Should You Guaranty Performance on a Green Project? (Law note)
By now, I hope you know me well enough to know that I’d never, ever say you should make a guaranty of performance, period, let alone guaranty the green performance for a new building. However, sometimes caution has to be thrown to the wind to get the job– at least in the case of a recent GSA design-build project in Seattle.
There, the design-build team agreed that the GSA could withhold 0.5% of the original contract amount, or $330,000, pending the achievement of energy goals. As writer Suzanne H. Harness, J.D., AIA, noted recently:
The GSA’s approach is diametrically opposed to the recommendations of the American Institute of Architects, which advises both architects and contractors not to guarantee or warrant the achievement of a sustainability goal.

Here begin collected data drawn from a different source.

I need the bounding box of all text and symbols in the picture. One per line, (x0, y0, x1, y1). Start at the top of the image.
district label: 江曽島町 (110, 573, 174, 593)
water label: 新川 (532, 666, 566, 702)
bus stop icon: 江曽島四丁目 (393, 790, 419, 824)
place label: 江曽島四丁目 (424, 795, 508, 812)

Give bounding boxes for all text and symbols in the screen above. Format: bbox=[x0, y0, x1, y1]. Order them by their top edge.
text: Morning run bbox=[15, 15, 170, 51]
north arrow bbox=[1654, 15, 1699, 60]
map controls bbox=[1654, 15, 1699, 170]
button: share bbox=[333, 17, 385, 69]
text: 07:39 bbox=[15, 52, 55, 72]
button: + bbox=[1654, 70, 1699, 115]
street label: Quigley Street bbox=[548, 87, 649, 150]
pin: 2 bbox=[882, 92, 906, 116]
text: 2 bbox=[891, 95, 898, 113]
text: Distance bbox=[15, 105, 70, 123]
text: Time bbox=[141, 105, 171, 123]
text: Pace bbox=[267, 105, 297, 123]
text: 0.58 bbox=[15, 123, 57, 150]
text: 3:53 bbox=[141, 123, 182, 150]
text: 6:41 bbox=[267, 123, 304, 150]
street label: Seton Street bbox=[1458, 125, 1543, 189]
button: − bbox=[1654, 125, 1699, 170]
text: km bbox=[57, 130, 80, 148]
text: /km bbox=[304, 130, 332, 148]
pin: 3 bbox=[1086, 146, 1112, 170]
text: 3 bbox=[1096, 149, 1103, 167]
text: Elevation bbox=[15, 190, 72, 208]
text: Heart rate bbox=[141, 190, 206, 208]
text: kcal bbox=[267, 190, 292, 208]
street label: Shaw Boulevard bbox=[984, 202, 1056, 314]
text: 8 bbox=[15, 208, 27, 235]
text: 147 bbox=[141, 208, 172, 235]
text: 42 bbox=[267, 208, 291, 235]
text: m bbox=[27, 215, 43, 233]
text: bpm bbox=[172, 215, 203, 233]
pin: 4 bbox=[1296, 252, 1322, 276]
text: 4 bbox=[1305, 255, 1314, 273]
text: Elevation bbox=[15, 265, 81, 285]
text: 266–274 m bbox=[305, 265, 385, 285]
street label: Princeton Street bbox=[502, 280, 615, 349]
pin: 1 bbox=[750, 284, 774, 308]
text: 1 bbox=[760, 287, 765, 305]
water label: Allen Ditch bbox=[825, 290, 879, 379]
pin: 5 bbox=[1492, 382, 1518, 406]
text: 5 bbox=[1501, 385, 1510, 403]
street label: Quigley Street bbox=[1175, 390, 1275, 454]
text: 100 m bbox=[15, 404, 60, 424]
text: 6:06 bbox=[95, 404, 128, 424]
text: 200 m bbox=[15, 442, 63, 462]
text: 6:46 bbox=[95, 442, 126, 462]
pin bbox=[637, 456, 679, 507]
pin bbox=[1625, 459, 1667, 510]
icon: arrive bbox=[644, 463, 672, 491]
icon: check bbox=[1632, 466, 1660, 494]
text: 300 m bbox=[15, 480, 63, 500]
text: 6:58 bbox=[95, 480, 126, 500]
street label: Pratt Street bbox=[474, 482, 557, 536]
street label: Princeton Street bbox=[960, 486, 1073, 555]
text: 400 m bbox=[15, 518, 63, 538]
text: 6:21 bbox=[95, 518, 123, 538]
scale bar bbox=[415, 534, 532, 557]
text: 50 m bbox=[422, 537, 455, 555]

The AIA’s 2011 Sustainability Guide explains the obvious: contractors and architects can design and construct a building, but the owner operates it, and the owner’s actions are beyond the control of the design and construction team. If the owner operates the building differently from the assumptions used during design, performance goals will likely not be met, even if the building is perfectly constructed. [Emphasis added].
Ms. Harness also correctly noted that professional liability insurance would not cover such a guarantee of performance. So beware to the design team who takes such a project on: they can be held contractually liable, but there will not be insurance to cushion the fall out from any lawsuit.
Just DON’T do it!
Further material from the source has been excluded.